One of the seven sacred cities of India, Kanchipuram is appropriately called the golden city of thousand temples. 71 km from Chennai, the place served as the capital of the Pallavas, the powerful dynasty of south India. A Kanchipuram pilgrimage travel is always high on agenda for a Hindu devotee. Undertake a journey to one of top travel destinations in India with Best Indian Travel
Presently the city is the district head quarters for the Chengalpattu district. The place houses over 108 temples dedicated to Shiva and 18 to Vishnu apart from scores of other temples, mosques and churches.
The temples at Kanchipuram bear testimony to the pinnacle reached by the Pallava architecture. The Cholas and the Vijayanagar rulers also contributed to the majesty of the temple architecture.
It was also a great center of learning during the ancient and medieval times. The place was associated with the great Hindu revivalist Adi Sankaracharya, and the great medieval Saiva Saint Appar. The Kanchi Kamakotti Peetam, one of the Acharya Peetas of Sri Adi Sankaracharya, is situated here. The remains of some of the Buddhist Stupas are also testimony that Buddhism spread here.
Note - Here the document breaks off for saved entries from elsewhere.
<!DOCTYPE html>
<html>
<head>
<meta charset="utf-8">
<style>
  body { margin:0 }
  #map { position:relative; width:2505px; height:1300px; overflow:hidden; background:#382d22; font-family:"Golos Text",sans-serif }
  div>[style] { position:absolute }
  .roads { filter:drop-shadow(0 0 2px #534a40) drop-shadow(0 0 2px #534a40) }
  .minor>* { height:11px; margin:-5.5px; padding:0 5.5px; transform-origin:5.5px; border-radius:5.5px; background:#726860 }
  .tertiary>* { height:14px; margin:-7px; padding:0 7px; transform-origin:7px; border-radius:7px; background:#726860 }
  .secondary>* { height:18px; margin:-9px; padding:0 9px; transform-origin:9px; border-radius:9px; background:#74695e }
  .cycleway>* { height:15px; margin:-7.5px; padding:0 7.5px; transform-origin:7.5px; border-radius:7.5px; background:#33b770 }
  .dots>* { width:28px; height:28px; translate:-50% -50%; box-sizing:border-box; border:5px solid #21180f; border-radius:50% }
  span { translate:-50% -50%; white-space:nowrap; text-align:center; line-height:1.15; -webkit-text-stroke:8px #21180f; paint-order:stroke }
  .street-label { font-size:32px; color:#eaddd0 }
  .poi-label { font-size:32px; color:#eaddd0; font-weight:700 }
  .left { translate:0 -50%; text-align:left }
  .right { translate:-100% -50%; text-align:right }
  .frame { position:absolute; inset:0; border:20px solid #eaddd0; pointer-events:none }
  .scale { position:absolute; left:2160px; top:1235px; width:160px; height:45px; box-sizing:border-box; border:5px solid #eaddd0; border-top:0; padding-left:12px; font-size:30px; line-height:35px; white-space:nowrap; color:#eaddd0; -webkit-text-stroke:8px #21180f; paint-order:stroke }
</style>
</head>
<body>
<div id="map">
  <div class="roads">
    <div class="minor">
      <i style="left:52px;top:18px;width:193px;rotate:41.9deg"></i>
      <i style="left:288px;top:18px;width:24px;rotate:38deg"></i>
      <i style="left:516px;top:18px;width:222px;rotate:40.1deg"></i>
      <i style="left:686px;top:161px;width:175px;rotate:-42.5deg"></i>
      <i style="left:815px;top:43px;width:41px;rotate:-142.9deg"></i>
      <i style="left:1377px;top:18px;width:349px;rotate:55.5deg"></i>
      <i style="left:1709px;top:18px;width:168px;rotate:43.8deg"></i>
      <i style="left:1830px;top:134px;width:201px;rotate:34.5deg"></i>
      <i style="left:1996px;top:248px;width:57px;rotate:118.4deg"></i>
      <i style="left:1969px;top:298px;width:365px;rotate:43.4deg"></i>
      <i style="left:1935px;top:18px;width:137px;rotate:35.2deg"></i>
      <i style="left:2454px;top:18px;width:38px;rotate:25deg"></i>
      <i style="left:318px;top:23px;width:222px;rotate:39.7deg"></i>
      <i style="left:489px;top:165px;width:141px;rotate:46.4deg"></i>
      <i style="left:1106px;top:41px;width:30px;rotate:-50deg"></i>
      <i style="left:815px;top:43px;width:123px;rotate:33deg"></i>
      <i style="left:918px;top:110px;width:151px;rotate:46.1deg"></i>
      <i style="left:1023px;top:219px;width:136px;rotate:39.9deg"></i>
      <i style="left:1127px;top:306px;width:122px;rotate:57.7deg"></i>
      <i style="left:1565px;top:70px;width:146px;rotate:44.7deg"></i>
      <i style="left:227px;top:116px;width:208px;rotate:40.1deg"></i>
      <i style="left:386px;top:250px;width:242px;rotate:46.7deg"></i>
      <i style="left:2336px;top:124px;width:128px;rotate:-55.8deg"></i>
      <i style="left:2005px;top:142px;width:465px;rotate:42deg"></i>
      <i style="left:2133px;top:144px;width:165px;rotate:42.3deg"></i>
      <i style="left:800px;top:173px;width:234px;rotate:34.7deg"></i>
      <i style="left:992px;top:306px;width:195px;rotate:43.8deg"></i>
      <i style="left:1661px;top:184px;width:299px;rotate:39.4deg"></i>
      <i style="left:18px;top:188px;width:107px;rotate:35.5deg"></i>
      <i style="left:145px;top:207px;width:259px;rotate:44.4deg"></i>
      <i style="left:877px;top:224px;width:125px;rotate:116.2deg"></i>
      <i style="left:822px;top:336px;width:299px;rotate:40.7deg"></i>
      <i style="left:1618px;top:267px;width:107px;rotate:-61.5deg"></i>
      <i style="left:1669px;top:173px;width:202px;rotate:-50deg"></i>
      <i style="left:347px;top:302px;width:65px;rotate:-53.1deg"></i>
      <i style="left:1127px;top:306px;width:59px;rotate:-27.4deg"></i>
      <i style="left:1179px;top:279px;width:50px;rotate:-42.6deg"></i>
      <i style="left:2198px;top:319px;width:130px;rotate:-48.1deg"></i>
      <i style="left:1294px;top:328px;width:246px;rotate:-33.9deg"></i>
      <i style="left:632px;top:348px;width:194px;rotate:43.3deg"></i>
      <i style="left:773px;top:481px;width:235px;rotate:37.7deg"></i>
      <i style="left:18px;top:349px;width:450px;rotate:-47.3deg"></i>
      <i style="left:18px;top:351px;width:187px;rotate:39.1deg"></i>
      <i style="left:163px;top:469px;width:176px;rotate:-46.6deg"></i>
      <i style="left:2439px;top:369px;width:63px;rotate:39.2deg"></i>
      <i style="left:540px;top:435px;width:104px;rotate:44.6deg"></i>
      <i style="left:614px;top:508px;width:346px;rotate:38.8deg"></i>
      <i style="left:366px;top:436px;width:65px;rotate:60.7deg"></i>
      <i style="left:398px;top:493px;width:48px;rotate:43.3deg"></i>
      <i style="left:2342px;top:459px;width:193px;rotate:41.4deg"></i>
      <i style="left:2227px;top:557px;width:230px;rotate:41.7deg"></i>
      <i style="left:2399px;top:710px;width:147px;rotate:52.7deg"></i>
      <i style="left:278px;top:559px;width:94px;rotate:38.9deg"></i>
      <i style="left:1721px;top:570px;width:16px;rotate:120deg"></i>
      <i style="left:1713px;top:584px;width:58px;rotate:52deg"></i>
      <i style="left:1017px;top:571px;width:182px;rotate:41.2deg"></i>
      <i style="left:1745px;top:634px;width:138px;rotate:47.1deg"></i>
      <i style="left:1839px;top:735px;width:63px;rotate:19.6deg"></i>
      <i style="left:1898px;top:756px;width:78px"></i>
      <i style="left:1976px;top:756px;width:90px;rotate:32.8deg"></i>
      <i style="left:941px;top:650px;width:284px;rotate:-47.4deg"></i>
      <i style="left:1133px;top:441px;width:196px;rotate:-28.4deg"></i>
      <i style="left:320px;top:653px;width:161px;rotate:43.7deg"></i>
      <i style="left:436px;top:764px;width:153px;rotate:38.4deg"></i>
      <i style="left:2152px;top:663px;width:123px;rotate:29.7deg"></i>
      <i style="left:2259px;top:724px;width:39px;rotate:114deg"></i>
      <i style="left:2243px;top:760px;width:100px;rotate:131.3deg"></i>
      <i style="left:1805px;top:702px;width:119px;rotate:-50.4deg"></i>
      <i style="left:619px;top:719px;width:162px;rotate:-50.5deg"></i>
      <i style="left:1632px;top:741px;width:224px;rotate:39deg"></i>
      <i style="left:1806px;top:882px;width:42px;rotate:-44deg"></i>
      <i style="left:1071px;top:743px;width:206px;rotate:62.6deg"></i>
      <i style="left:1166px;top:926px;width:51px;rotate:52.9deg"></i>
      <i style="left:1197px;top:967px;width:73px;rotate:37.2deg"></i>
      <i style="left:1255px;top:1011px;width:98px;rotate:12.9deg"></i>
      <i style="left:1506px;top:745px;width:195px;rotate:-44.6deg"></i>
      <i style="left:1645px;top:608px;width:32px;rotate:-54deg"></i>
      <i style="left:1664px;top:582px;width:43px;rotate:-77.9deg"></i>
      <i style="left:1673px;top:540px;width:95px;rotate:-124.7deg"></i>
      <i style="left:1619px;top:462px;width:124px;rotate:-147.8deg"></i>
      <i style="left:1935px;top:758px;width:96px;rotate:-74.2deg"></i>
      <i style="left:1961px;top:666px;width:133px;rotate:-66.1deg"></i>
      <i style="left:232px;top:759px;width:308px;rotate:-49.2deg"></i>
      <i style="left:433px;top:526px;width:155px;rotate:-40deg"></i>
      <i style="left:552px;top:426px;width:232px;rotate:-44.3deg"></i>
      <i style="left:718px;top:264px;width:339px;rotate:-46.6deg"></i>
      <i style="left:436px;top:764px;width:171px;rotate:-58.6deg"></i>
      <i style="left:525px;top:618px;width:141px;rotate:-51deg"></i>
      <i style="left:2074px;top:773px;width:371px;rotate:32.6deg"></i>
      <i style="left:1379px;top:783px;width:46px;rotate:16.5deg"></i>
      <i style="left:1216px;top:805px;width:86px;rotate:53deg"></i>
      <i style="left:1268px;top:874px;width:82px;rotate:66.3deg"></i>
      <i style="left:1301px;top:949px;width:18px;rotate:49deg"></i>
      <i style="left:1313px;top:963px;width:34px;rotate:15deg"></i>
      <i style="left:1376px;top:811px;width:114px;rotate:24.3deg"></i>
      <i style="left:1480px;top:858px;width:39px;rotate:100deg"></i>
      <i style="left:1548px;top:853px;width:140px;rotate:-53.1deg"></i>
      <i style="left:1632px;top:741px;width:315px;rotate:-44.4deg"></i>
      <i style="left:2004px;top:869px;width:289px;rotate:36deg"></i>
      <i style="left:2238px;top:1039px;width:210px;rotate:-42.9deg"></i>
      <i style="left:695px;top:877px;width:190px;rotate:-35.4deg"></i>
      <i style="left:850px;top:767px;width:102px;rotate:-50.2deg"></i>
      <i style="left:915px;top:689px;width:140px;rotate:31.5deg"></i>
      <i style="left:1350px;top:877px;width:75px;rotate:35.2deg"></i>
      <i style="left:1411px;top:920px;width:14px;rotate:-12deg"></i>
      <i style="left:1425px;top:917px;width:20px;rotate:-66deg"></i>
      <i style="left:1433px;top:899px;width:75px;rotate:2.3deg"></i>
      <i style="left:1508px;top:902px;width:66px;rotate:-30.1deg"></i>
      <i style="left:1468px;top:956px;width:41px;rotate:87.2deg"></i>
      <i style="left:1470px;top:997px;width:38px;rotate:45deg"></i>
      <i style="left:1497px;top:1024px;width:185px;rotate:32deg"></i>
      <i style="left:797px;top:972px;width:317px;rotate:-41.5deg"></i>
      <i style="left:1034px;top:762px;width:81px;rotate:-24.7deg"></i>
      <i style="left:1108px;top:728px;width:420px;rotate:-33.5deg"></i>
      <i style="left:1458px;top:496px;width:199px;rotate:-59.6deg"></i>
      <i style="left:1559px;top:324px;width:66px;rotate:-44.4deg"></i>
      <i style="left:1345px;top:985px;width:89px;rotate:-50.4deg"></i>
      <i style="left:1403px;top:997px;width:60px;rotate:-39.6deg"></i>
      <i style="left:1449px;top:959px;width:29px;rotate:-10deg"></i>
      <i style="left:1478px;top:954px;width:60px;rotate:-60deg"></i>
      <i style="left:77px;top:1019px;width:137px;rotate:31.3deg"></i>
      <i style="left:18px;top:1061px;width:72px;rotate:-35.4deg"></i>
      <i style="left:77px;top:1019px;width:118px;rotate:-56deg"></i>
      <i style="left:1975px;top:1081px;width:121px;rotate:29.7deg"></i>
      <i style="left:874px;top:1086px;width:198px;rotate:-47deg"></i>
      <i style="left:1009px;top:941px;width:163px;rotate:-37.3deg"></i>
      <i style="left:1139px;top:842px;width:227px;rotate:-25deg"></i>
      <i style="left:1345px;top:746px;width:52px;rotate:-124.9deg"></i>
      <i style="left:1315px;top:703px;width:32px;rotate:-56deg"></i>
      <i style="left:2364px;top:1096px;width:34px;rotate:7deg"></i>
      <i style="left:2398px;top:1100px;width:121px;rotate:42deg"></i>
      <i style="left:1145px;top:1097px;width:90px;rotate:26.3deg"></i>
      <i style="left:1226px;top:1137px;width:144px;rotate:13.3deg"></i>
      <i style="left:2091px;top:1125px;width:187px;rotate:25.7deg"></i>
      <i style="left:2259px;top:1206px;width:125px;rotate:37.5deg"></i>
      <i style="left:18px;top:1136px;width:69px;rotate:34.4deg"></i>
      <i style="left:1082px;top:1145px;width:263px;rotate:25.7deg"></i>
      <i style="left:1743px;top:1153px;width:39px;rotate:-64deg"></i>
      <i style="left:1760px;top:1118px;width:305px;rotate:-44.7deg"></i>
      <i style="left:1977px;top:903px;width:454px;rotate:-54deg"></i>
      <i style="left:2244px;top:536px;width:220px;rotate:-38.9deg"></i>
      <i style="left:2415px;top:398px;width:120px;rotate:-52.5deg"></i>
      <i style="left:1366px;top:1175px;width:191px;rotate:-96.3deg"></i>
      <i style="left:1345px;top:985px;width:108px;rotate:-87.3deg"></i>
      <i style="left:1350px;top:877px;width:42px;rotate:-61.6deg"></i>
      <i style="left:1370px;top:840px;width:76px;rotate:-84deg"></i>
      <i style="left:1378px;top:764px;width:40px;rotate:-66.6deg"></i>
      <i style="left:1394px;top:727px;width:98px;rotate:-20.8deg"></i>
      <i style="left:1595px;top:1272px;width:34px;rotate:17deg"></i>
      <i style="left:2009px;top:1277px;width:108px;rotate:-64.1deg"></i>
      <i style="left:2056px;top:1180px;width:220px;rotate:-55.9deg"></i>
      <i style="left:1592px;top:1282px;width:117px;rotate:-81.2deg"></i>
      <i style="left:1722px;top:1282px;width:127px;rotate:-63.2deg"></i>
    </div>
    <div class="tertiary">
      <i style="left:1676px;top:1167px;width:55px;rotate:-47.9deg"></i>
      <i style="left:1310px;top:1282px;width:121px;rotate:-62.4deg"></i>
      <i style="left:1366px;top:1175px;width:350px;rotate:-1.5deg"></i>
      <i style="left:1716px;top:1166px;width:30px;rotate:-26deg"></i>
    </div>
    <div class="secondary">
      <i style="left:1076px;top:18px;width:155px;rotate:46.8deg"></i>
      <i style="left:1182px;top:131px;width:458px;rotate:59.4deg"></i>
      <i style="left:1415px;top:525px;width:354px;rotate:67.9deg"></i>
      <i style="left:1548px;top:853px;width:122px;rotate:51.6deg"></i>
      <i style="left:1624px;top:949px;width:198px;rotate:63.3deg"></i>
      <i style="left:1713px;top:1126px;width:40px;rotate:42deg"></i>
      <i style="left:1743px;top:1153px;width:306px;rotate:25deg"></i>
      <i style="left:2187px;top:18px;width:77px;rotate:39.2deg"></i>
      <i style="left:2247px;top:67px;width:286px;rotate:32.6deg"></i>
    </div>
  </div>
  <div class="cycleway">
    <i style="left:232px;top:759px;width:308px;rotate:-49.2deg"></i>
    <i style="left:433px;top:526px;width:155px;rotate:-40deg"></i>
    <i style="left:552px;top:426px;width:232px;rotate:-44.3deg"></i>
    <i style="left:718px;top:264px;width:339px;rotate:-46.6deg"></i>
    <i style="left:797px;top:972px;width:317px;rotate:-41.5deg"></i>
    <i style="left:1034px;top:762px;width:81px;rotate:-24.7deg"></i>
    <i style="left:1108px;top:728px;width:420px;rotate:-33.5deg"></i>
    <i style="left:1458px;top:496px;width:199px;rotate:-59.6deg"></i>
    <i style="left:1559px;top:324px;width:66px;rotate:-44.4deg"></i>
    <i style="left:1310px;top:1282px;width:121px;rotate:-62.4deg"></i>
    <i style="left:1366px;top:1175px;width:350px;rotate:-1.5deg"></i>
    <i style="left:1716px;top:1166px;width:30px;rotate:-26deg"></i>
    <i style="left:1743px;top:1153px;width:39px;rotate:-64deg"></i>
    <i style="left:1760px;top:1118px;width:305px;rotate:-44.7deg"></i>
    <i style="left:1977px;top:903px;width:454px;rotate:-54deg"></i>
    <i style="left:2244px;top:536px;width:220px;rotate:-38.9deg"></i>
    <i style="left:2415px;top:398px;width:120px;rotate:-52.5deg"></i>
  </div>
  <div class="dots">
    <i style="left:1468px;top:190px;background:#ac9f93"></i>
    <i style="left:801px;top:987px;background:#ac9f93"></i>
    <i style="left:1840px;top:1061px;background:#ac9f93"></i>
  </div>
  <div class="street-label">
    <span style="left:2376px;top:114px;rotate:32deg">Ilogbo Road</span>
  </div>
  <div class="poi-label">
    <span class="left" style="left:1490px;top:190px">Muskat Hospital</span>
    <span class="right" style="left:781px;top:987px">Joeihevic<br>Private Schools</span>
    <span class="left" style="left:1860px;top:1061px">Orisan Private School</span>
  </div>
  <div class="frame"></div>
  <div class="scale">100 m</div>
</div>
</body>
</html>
In modern times, Kanchipuram, apart from its temples, is well-known all over the world also for its thriving handloom industry. The city is also known as silk city since the main livelihood of the people living in and around comes from weaving silk sarees.
Places to Visit
Sakkiswarar Temple – Located near the Kamakshi Amman Temple, Sakkiswarar Temple was built by the Cholas.
Vaikuntha Perumal Temple -This temple was built by the Pallava King Nandivarman Pallavamalla, in the 7th century AD. Dedicated to Lord Vishnu, the temple is house to several inscriptions depicting the story of the wars between the Pallavas and the Chalukyas.
Kailasanatha Temple – Built by Rajasimha and his son Mahendra III in the 8th century A D, the temple is one of the finest in Kanchipuram.
Ekambareswarar Temple -One of the old temples, Ekambareswarar Temple was built by the Pallavas and renovated later by the Cholas and the Vijayanagar rulers. The 57 meter high Rajagopuram of the temple is marked as one of tallest towers in South India.
Devarajaswamy Temple – A colossal and striking structure, Devarajaswamy Temple is also known as Varadarajar temple. The shrine of Devarajaswamy is installed on an elephant-shaped rock called Hastagiri.
Kamakshi Amman Temple – One of the three holy places of Shakti worship in India, Kamakshi Amman Temple in its present form was built by the mighty Cholas, during the 14th century AD. The other two places where Shakti is worshipped are Madurai and Varanasi .
The Seat of Sri Adi Sankara – Kanchipuram is most famous for being one of the four seats of Sri Adi Sankara, the revered Hindu sage. The seat here is known as Kanchi Kamakotti Peetham. Kanchipuram preserves the great Dravidian heritage of Vaishnavites and Shaivites.
Tiruttani – Tiruttani is regarded as one of the six abodes of Lord Subramanya. The temple is located on a hilltop and 365 steps symbolising the 365 days of the year have to be climbed to reach the temple. According to ancient scriptures, the Lord had married Valli, one of his consorts at the place. The Karthigai festival held in the month of December is celebrated here in a big way.
Festivals in Kanchipuram
The famous festivals that are celebrated with great pomp and show are the Brahmothsavam, Garudothsavam and the Chariot festival.
Getting there and Around
By Air – Meenambakkam Airport, Chennai, 71 km southwest of the city centre. Jet Airways, Indian Airlines, Air Sahara, Air India and other international airlines connect Chennai to the rest of the country and the world. It has terminals for both domestic and international travel. Prepaid taxis are available at the airport.
By Rail – Kanchipuram is well connected by most trains on the Southern Railways network. There is both a broad and narrow gauge connecting the city to other parts of South India. Most trains coming in from Chennai Central station go upto Arakkonam (metre gauge). From here, one can take a local bus or hire a car to cover the final leg of the journey. Or board a train to Chengalpattu from the Chennai Egmore station and catch another train from there towards Arakkonam. Kanchipuram is midway between Arrakonam and Chengalpattu. The Arrakonam Railway Station is located to the north-east of Kanchipuram town, 25 minutes away.
By Road – Most people opt to drive to Kanchipuram.Chennai: 75 km,Bangalore: 278 km,Pondicherry: 113 km,Vellore: 70 km.Regular buses also ply from the major southern cities like Pondicherry, Vellore. The main bus stand is at Esplanade in Kanchipuram from where hourly buses depart for Chennai and Bangalore.
It is difficult to find quality accommodation in Kanchipuram. Most of the lodges are situated near the city bus stand. Some guesthouses also provide basic facilities, and a clean environment to the travelers. But for a tourist visiting Kanchipuram, Hotel Tamil Nadu (TTDC) is a perfect place to unpack besides this there are other unclassified hotels also.